Whenever a line of the records below contains the word "slow", copy that line.

Collected data
►

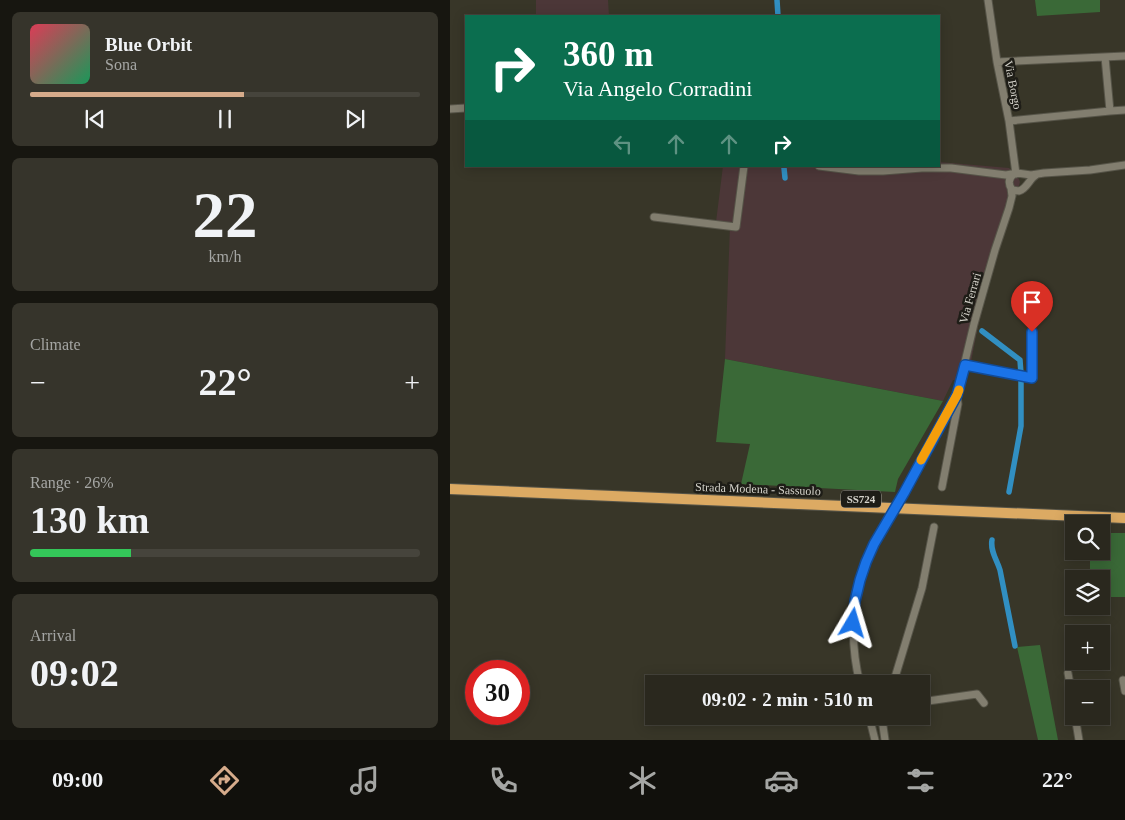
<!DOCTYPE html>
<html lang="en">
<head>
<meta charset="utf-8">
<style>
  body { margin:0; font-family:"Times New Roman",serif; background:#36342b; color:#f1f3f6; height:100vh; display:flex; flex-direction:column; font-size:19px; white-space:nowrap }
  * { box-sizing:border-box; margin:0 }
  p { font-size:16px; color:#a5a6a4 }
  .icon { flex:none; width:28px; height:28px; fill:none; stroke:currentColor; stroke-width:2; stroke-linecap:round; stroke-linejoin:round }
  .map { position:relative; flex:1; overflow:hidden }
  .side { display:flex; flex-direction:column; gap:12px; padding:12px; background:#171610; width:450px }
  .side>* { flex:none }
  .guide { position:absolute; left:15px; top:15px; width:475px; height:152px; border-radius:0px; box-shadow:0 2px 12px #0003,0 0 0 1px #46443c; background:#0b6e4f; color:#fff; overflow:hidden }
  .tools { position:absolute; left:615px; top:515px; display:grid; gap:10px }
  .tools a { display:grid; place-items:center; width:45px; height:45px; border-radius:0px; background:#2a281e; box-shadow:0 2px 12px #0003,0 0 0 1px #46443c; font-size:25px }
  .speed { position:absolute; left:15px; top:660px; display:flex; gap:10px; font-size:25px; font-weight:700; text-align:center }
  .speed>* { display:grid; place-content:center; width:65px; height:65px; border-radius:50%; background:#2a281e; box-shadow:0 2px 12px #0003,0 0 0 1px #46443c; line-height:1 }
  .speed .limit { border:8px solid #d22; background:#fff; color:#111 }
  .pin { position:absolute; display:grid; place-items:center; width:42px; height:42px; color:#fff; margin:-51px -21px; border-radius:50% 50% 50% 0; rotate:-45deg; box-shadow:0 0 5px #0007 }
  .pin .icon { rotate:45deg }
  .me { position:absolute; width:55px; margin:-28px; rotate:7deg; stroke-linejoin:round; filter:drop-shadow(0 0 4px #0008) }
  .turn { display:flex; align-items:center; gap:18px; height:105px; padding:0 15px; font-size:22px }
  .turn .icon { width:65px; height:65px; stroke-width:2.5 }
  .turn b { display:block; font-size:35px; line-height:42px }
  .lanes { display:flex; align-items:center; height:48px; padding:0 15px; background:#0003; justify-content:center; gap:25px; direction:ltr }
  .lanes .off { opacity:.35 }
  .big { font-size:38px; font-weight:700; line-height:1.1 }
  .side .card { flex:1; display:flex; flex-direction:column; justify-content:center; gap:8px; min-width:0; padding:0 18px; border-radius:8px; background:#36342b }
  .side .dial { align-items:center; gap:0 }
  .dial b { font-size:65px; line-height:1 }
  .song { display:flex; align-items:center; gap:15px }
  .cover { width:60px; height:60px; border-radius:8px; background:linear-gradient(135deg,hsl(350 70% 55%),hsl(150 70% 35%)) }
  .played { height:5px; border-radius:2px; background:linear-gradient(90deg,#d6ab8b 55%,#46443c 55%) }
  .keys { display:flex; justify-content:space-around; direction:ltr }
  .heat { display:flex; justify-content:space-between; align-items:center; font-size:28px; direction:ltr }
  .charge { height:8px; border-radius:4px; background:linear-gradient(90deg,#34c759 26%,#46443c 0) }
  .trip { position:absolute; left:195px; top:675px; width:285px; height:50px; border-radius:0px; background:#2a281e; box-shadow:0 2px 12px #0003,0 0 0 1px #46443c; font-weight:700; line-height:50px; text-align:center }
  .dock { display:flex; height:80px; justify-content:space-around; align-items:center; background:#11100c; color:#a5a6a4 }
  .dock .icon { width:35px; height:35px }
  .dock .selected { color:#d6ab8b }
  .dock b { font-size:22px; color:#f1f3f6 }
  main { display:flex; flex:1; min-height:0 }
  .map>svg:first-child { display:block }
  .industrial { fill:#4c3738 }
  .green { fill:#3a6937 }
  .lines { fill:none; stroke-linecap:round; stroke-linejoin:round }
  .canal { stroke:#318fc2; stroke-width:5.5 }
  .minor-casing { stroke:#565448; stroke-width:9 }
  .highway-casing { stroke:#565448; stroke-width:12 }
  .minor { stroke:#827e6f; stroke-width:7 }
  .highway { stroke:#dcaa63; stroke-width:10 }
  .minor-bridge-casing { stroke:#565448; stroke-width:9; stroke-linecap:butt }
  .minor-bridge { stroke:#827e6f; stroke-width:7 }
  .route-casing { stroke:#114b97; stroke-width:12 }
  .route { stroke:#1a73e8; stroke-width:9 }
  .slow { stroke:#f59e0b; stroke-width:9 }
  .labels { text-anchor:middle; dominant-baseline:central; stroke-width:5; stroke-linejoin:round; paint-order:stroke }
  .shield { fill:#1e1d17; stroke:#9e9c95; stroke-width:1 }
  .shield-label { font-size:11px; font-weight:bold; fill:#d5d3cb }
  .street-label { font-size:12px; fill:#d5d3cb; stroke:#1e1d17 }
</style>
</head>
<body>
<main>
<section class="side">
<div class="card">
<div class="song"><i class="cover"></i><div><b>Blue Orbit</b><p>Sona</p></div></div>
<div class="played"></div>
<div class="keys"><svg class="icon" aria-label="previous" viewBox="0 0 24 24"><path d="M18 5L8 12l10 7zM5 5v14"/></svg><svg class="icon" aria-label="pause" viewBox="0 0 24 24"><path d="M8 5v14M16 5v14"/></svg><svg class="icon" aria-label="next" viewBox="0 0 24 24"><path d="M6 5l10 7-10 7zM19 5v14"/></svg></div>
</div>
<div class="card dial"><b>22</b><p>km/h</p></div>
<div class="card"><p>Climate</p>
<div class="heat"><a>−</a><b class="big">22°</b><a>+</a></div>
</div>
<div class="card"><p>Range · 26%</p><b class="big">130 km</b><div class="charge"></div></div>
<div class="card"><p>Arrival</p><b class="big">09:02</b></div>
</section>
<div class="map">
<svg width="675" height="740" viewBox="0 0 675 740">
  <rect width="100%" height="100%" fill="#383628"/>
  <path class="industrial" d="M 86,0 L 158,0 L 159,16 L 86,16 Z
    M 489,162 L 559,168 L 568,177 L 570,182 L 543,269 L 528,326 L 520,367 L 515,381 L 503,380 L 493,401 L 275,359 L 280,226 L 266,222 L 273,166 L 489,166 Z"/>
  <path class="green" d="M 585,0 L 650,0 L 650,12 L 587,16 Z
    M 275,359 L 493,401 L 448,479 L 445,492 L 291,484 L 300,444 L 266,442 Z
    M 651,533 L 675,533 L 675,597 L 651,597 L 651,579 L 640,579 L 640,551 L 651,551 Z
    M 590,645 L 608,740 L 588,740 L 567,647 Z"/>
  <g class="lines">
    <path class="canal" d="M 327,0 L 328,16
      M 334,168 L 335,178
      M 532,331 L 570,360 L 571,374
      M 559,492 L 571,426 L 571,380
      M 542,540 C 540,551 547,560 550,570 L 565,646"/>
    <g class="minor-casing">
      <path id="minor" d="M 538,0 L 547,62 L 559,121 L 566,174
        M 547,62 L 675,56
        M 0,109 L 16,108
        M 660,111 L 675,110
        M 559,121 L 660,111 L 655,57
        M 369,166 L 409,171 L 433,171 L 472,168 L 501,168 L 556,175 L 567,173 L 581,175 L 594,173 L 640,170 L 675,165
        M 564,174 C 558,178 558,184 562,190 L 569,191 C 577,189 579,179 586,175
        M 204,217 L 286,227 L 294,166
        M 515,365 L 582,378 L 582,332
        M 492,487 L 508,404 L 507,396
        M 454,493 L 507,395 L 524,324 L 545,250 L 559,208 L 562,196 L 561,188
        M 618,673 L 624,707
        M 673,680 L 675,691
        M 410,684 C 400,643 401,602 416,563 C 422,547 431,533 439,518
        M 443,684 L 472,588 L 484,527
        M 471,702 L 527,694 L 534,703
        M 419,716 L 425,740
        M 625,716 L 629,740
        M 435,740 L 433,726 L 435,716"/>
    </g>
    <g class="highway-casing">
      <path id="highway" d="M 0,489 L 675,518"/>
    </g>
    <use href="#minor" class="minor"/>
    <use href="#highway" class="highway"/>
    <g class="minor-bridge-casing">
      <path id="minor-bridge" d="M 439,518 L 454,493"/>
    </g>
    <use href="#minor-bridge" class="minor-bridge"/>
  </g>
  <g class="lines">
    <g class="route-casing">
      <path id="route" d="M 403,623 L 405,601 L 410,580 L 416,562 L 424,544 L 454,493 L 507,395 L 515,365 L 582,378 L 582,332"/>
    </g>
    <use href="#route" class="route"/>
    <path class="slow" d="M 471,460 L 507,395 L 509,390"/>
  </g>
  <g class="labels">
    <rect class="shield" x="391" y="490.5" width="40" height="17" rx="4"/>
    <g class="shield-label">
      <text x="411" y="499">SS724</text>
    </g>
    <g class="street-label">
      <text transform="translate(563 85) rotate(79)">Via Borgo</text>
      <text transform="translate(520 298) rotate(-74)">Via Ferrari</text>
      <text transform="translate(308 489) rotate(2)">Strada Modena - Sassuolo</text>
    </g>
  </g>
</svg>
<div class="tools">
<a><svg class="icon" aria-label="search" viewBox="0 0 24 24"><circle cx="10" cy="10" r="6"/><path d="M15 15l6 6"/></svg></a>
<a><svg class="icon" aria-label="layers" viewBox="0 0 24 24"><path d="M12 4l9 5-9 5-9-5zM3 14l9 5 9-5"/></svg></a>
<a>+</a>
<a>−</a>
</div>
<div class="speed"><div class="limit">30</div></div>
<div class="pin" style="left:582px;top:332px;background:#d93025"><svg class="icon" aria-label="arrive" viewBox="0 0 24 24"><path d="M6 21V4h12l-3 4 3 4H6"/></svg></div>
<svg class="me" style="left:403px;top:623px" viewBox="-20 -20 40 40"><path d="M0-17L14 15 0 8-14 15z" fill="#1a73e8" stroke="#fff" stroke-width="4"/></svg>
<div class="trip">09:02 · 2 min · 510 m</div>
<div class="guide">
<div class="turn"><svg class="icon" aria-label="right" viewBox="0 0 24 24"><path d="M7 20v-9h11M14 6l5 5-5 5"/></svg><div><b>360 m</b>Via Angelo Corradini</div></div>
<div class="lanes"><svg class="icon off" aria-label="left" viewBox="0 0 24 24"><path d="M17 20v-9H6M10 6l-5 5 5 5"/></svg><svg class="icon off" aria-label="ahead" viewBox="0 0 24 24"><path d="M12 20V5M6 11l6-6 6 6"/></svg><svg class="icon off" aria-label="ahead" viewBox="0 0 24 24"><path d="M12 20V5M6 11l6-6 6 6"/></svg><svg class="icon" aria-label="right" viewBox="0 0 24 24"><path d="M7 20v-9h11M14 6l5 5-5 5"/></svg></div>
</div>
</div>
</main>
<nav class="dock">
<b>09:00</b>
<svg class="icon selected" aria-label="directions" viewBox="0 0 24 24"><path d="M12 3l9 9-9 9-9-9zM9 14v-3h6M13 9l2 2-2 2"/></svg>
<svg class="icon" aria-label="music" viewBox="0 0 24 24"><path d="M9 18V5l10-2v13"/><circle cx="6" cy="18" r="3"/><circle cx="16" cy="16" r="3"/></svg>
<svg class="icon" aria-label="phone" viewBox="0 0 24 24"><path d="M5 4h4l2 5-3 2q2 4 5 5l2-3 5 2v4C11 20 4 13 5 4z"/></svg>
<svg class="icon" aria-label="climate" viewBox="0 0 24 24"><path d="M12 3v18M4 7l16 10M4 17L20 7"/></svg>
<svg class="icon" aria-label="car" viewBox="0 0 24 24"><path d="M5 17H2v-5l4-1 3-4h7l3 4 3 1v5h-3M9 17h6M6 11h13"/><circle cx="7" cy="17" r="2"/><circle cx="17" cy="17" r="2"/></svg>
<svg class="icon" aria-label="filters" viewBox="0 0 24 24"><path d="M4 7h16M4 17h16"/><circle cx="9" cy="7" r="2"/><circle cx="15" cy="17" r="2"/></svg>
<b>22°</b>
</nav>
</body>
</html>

◄

_THE ANSWER_
  .slow { stroke:#f59e0b; stroke-width:9 }
    <path class="slow" d="M 471,460 L 507,395 L 509,390"/>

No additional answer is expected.